▶ [WORK REQUEST] Copy out each line of the entries where the word "names" is present.

▶ [INFORMATION SUPPLIED]
******
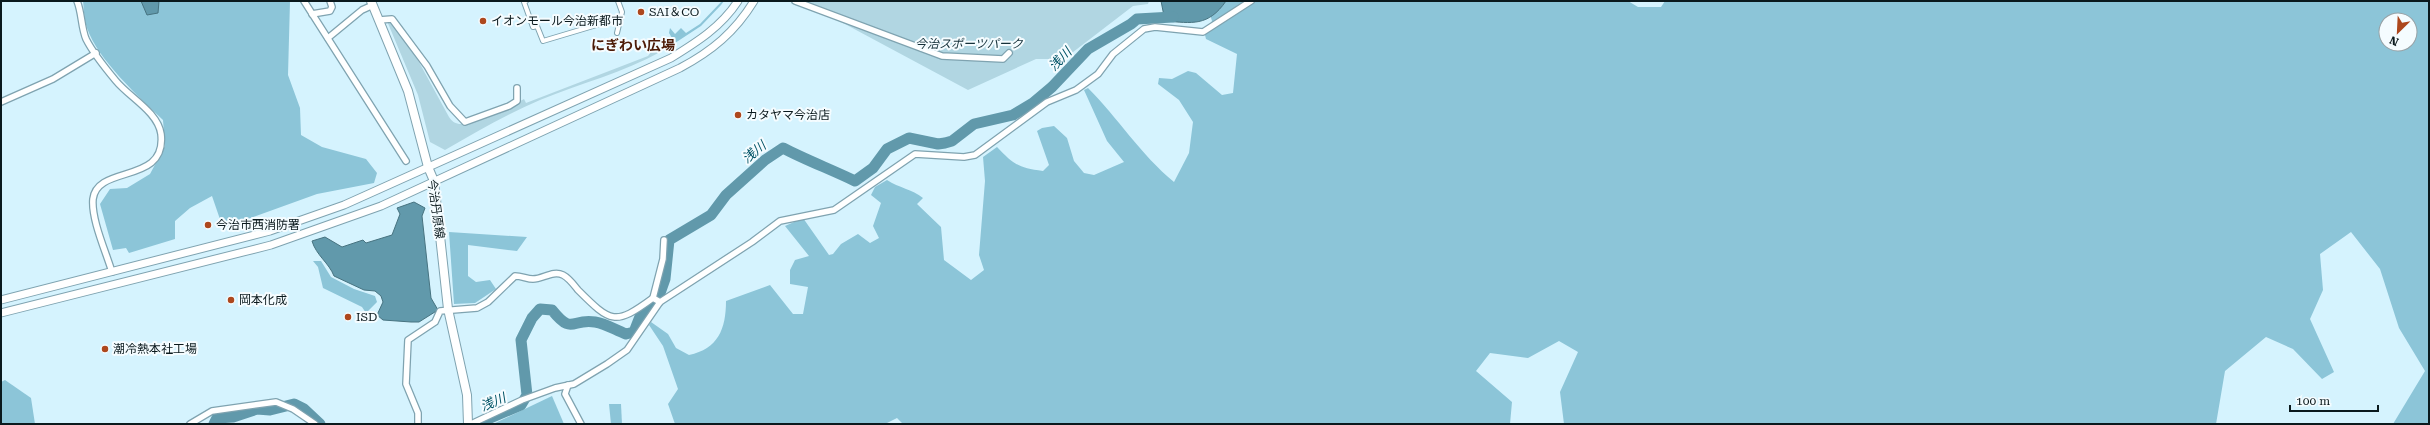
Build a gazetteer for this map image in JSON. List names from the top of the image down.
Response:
******
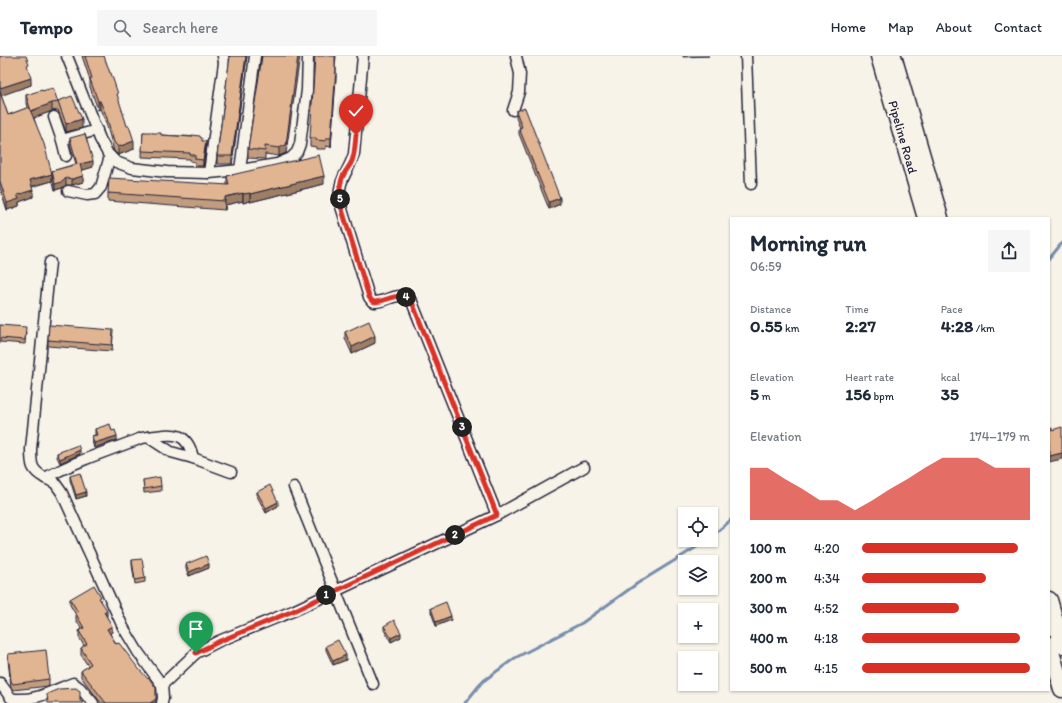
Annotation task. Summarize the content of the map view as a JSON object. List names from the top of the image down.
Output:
******
▶ [EXERCISE RESULT]
Build a gazetteer for this map image in JSON. List names from the top of the image down.
Annotation task. Summarize the content of the map view as a JSON object. List names from the top of the image down.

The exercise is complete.